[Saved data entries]
++++

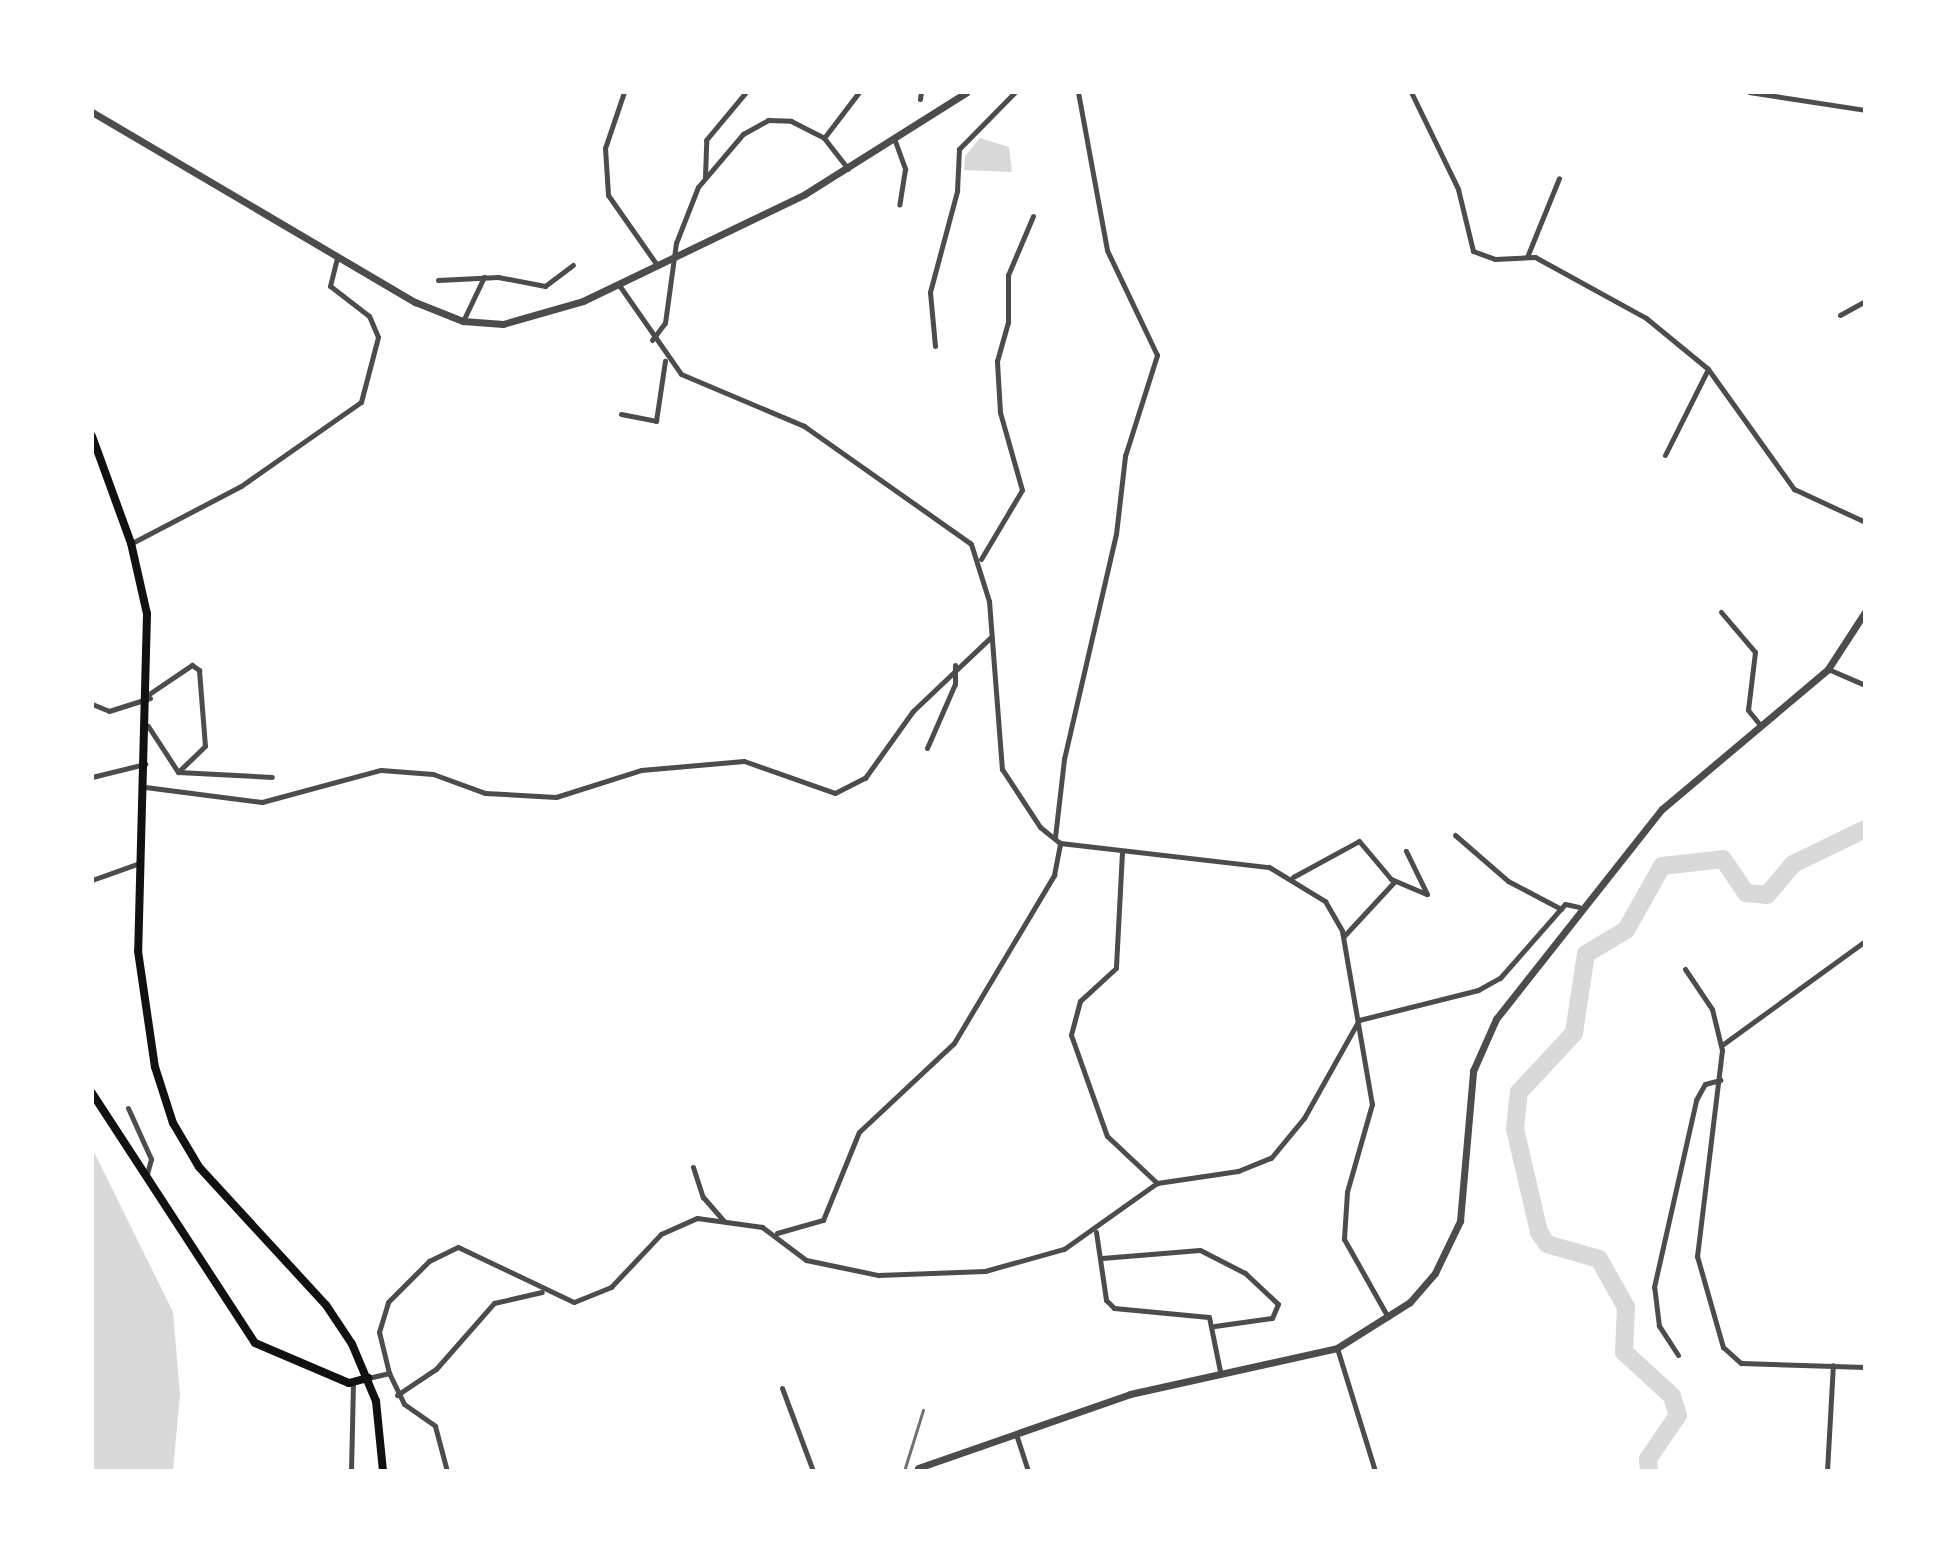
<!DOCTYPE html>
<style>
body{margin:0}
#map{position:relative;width:1957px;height:1563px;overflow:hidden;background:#fff;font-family:"Nunito Sans",sans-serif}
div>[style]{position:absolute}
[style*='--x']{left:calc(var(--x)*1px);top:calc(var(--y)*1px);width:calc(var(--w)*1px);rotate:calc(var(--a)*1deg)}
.water>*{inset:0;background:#d9d9d9}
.river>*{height:18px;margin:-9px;padding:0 9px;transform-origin:9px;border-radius:9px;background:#d9d9d9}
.minor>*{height:5px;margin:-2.5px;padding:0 2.5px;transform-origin:2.5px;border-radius:2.5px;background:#4c4c4c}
.tertiary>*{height:7px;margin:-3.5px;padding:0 3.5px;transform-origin:3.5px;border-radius:3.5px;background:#4c4c4c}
.primary>*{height:8px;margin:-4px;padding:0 4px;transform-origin:4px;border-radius:4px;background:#111}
.rail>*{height:3px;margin:-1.5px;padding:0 1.5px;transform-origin:1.5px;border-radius:1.5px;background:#707070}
span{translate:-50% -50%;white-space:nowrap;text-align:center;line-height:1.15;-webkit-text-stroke:8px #fff;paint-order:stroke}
.frame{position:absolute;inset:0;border:94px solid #fff;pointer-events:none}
</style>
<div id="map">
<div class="water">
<i style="clip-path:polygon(980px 138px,1009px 147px,1012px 172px,964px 170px,965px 156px)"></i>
<i style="clip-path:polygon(92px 1148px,173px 1312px,180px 1394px,173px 1471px,92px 1471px)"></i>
</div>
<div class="river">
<i style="--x:1649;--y:1471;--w:12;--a:-95"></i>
<i style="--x:1648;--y:1459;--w:53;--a:-55.7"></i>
<i style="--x:1678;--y:1415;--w:20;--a:-108"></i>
<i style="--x:1672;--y:1396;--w:65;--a:-137.5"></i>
<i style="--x:1624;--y:1352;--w:45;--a:-87.5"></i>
<i style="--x:1626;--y:1307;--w:55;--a:-119.4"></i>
<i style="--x:1599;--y:1259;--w:54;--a:-163.9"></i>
<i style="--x:1547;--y:1244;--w:14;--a:-124"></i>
<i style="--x:1539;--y:1232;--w:106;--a:-103.1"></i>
<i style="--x:1515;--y:1129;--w:37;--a:-84"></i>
<i style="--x:1519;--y:1092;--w:81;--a:-47"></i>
<i style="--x:1574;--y:1033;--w:80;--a:-81.4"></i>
<i style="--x:1586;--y:954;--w:47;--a:-31"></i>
<i style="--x:1626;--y:930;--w:73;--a:-60.6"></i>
<i style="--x:1662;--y:866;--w:61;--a:-6.5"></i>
<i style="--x:1723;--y:859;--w:41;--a:55.9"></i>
<i style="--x:1746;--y:893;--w:21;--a:5"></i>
<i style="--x:1767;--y:895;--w:40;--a:-50"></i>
<i style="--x:1793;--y:864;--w:80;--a:-25.9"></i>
</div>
<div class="minor">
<i style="--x:624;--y:92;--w:59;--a:108.7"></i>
<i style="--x:605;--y:148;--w:47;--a:86.3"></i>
<i style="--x:608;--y:195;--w:85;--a:55"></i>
<i style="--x:1411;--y:92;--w:108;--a:64.1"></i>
<i style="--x:1458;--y:189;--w:64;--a:76.4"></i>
<i style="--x:1473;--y:251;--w:23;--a:20"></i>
<i style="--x:1495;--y:259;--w:40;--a:-2.9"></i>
<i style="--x:1535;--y:257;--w:127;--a:28.8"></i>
<i style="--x:1646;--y:318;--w:80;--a:39.4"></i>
<i style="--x:1708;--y:369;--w:148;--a:54.4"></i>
<i style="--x:1794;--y:489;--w:78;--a:24.9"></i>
<i style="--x:1749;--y:92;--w:117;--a:8.8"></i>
<i style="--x:920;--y:99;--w:7;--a:-82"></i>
<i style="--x:824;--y:138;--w:58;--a:-52.7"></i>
<i style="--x:895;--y:141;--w:30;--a:70"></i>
<i style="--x:905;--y:169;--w:36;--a:99"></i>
<i style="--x:705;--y:177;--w:37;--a:-88"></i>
<i style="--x:706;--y:140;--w:62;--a:-50.2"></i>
<i style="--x:1527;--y:257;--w:85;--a:-67.9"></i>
<i style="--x:438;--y:280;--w:60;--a:-2.9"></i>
<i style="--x:498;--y:277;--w:48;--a:10.8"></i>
<i style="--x:545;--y:286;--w:35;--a:-37"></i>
<i style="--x:619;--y:285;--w:108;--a:55.1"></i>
<i style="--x:681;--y:374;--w:134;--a:22.9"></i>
<i style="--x:804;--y:426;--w:204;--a:35.2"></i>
<i style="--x:971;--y:544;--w:60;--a:72.5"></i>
<i style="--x:989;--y:601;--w:169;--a:85.6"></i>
<i style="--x:1002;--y:769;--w:69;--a:56.8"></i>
<i style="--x:1040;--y:827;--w:26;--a:39"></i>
<i style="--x:1060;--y:843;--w:210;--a:6.6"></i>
<i style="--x:1269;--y:867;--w:66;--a:31.3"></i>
<i style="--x:1325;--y:901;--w:34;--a:60"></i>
<i style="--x:1342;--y:931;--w:176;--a:80.2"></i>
<i style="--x:1372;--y:1104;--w:91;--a:105.9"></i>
<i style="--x:1347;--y:1192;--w:47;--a:93.7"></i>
<i style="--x:1344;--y:1239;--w:90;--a:60.6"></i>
<i style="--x:1840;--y:315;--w:29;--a:-29"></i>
<i style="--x:463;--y:321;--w:49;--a:-64.5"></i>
<i style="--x:652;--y:340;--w:21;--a:-53"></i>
<i style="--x:665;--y:323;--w:81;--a:-82.2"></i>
<i style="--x:676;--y:243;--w:60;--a:-68.6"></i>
<i style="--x:698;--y:187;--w:70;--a:-49.7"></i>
<i style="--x:743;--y:134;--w:29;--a:-29"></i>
<i style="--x:768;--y:120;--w:23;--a:2"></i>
<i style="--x:791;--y:121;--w:37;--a:27"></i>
<i style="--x:824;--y:138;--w:39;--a:52"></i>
<i style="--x:935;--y:346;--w:54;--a:-95.3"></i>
<i style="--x:930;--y:292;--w:105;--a:-75"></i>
<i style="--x:957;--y:191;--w:42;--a:-87.3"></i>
<i style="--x:959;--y:149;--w:80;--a:-45.5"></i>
<i style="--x:621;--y:414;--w:36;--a:11"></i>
<i style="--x:656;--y:421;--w:61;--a:-81.5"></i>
<i style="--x:1665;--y:455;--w:96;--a:-63.4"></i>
<i style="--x:132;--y:543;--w:123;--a:-27.6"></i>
<i style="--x:241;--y:486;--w:146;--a:-35"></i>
<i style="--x:361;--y:402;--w:67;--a:-75.3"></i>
<i style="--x:378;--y:337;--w:23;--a:-113"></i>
<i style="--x:369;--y:316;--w:49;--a:-142.4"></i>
<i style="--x:330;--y:286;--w:29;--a:-76"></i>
<i style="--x:981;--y:559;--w:80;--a:-59.3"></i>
<i style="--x:1022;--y:490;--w:81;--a:-105.8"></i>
<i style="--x:1000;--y:412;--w:51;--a:-93.4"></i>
<i style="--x:997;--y:361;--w:41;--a:-74.2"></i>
<i style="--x:1008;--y:322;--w:47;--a:-90"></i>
<i style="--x:1008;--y:275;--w:64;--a:-67"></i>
<i style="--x:1721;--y:612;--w:52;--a:49.6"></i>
<i style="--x:1755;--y:652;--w:58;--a:96.9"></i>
<i style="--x:1748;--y:710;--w:19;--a:51"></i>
<i style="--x:1828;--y:669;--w:40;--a:23.4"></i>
<i style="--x:149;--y:694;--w:52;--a:-34"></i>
<i style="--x:192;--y:665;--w:9;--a:36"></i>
<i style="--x:199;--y:670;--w:76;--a:85.5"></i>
<i style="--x:205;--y:746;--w:37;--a:136"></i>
<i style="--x:92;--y:704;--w:18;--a:22"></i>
<i style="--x:109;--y:711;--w:43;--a:-17.6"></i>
<i style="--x:148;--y:726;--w:55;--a:56.9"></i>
<i style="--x:178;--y:772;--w:94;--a:3"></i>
<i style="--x:927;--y:748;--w:70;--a:-66.4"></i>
<i style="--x:955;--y:684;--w:19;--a:-90"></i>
<i style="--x:92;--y:777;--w:55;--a:-13.8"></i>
<i style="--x:145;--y:787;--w:118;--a:7.3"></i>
<i style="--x:262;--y:802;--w:123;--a:-15.1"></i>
<i style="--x:381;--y:770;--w:52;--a:4.4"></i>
<i style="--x:433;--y:774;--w:55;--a:20.1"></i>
<i style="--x:485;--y:793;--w:71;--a:3.2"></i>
<i style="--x:556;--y:797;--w:89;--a:-17.6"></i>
<i style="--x:641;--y:770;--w:103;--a:-5"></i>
<i style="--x:744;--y:761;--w:96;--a:19.4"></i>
<i style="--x:835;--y:793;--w:34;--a:-27"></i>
<i style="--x:865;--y:778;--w:82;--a:-54.4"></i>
<i style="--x:913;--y:711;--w:108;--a:-43.5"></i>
<i style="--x:1455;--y:835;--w:70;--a:41"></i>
<i style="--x:1508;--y:881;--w:60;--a:27.8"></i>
<i style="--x:1055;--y:837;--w:79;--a:-83.4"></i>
<i style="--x:1064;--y:759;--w:231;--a:-77"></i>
<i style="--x:1116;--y:534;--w:79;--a:-83.4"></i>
<i style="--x:1125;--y:456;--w:106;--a:-72.4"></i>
<i style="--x:1157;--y:355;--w:116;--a:-115.5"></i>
<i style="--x:1107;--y:250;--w:161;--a:-100.4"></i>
<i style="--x:1122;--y:852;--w:116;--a:93"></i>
<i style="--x:1116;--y:968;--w:49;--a:137.5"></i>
<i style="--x:1080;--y:1001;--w:35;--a:105"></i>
<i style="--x:1071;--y:1035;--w:107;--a:70.4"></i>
<i style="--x:1107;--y:1136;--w:69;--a:43.2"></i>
<i style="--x:1293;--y:877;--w:75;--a:-28.6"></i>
<i style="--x:1359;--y:841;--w:50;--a:49.9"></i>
<i style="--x:1391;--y:879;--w:39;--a:23"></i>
<i style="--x:1427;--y:894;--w:48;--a:-116"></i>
<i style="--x:92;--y:880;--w:51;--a:-19.5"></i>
<i style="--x:1344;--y:936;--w:75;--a:-47.2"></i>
<i style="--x:1685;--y:969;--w:48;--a:56"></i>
<i style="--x:1712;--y:1009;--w:42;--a:76.3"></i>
<i style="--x:1722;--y:1050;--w:208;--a:96.9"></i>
<i style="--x:1697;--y:1256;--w:95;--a:74.1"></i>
<i style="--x:1723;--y:1347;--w:24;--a:42"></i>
<i style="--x:1741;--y:1363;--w:124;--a:1.8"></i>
<i style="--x:1722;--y:1045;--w:177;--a:-36"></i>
<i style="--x:128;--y:1108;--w:56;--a:65.7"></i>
<i style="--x:151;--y:1159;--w:16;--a:105"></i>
<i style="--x:693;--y:1167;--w:32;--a:72"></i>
<i style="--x:703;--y:1197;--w:32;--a:49"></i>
<i style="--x:1096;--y:1232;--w:69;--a:81.6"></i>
<i style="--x:1106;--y:1300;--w:11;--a:45"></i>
<i style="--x:1114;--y:1308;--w:95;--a:5.4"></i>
<i style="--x:1209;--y:1317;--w:55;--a:78.5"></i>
<i style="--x:777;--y:1233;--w:48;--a:-15.8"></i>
<i style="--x:823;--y:1220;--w:95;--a:-67.8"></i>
<i style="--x:859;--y:1132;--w:130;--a:-43.1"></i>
<i style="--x:954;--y:1043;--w:196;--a:-59.2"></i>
<i style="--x:1054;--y:875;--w:33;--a:-79"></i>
<i style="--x:1102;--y:1258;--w:98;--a:-4.7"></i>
<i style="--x:1200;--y:1250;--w:51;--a:27.1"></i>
<i style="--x:1245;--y:1273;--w:45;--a:43.2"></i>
<i style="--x:1278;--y:1304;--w:15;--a:113"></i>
<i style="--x:1272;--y:1318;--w:58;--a:172"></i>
<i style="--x:1337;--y:1348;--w:129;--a:72.8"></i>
<i style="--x:1678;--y:1355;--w:35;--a:-123"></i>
<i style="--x:1659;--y:1326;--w:39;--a:-97"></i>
<i style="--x:1654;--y:1287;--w:192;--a:-77.3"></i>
<i style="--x:1696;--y:1100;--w:18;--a:-61"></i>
<i style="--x:1705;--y:1084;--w:16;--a:-15"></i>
<i style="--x:389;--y:1373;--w:42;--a:-103.7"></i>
<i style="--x:379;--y:1332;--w:31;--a:-73"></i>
<i style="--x:388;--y:1302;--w:58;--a:-45"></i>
<i style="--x:429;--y:1261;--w:32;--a:-26"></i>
<i style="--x:458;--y:1247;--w:128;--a:25.4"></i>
<i style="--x:574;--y:1302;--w:40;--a:-22"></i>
<i style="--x:611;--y:1287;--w:73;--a:-46.7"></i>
<i style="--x:661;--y:1234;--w:39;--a:-24"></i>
<i style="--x:697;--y:1218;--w:66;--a:7.9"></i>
<i style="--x:762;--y:1227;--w:55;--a:36.9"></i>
<i style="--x:806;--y:1260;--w:74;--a:11.8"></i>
<i style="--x:878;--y:1275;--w:107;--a:-2.1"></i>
<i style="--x:985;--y:1271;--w:82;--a:-15.6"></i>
<i style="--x:1064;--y:1249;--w:114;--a:-35.4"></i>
<i style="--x:1157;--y:1183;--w:82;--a:-8.4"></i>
<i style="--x:1238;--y:1171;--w:35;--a:-22"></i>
<i style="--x:1271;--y:1158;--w:52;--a:-50.5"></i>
<i style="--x:1304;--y:1118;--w:112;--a:-60.7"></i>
<i style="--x:1359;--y:1020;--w:123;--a:-14.1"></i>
<i style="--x:1478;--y:990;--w:25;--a:-29"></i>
<i style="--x:1500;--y:978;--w:98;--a:-48.7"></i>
<i style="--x:1565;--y:904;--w:14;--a:12"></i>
<i style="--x:368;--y:1378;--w:22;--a:-13"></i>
<i style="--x:389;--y:1373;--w:34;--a:64"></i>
<i style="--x:404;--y:1404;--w:38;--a:35"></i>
<i style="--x:435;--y:1426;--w:47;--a:75.1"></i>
<i style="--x:782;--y:1388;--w:89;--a:69.5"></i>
<i style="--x:397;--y:1395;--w:47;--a:-33.7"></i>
<i style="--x:436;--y:1369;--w:88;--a:-48.7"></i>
<i style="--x:494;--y:1303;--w:49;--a:-12.9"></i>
<i style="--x:1016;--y:1434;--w:39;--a:72"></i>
<i style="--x:351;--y:1471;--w:87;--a:-88.7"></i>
<i style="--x:1827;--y:1471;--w:106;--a:-86.8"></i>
</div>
<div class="tertiary">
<i style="--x:92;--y:112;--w:375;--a:30.5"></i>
<i style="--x:415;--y:302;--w:52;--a:21.6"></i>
<i style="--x:463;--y:321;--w:40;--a:4.3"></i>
<i style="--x:503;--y:324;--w:83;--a:-16"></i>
<i style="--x:583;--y:301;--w:246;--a:-25.7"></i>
<i style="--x:805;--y:194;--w:191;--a:-32.2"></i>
<i style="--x:918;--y:1468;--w:225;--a:-19.2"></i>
<i style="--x:1130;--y:1394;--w:212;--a:-12.5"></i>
<i style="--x:1337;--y:1348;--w:86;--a:-32.2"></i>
<i style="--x:1410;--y:1302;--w:38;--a:-49"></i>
<i style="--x:1435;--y:1273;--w:58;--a:-64.3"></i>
<i style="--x:1460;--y:1221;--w:151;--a:-85"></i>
<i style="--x:1473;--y:1071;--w:57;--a:-66.1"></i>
<i style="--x:1496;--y:1019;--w:268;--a:-51.7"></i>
<i style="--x:1662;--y:809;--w:217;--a:-40.1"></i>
<i style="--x:1828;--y:669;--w:68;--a:-57"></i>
</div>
<div class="primary">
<i style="--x:92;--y:436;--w:114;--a:70"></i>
<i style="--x:131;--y:543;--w:73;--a:77.3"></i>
<i style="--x:147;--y:614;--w:337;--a:91.5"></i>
<i style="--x:138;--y:951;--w:117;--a:81.7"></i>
<i style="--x:155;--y:1067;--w:59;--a:72.2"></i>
<i style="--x:173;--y:1123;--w:51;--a:59.4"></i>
<i style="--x:199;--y:1167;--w:188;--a:47.4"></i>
<i style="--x:326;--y:1305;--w:47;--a:56.3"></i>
<i style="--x:352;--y:1344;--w:62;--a:67.2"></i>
<i style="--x:376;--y:1401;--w:70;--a:84.3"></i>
<i style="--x:92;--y:1093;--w:298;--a:56.9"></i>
<i style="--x:255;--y:1343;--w:102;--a:23.1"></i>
<i style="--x:349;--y:1383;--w:20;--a:-15"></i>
</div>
<div class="rail">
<i style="--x:904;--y:1471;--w:64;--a:-72.7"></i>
</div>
<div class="frame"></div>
</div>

++++

» Work to complete:
Across the entries above, find each line with the word "width" and please copy it out.

» Exercise result:
#map{position:relative;width:1957px;height:1563px;overflow:hidden;background:#fff;font-family:"Nunito Sans",sans-serif}
[style*='--x']{left:calc(var(--x)*1px);top:calc(var(--y)*1px);width:calc(var(--w)*1px);rotate:calc(var(--a)*1deg)}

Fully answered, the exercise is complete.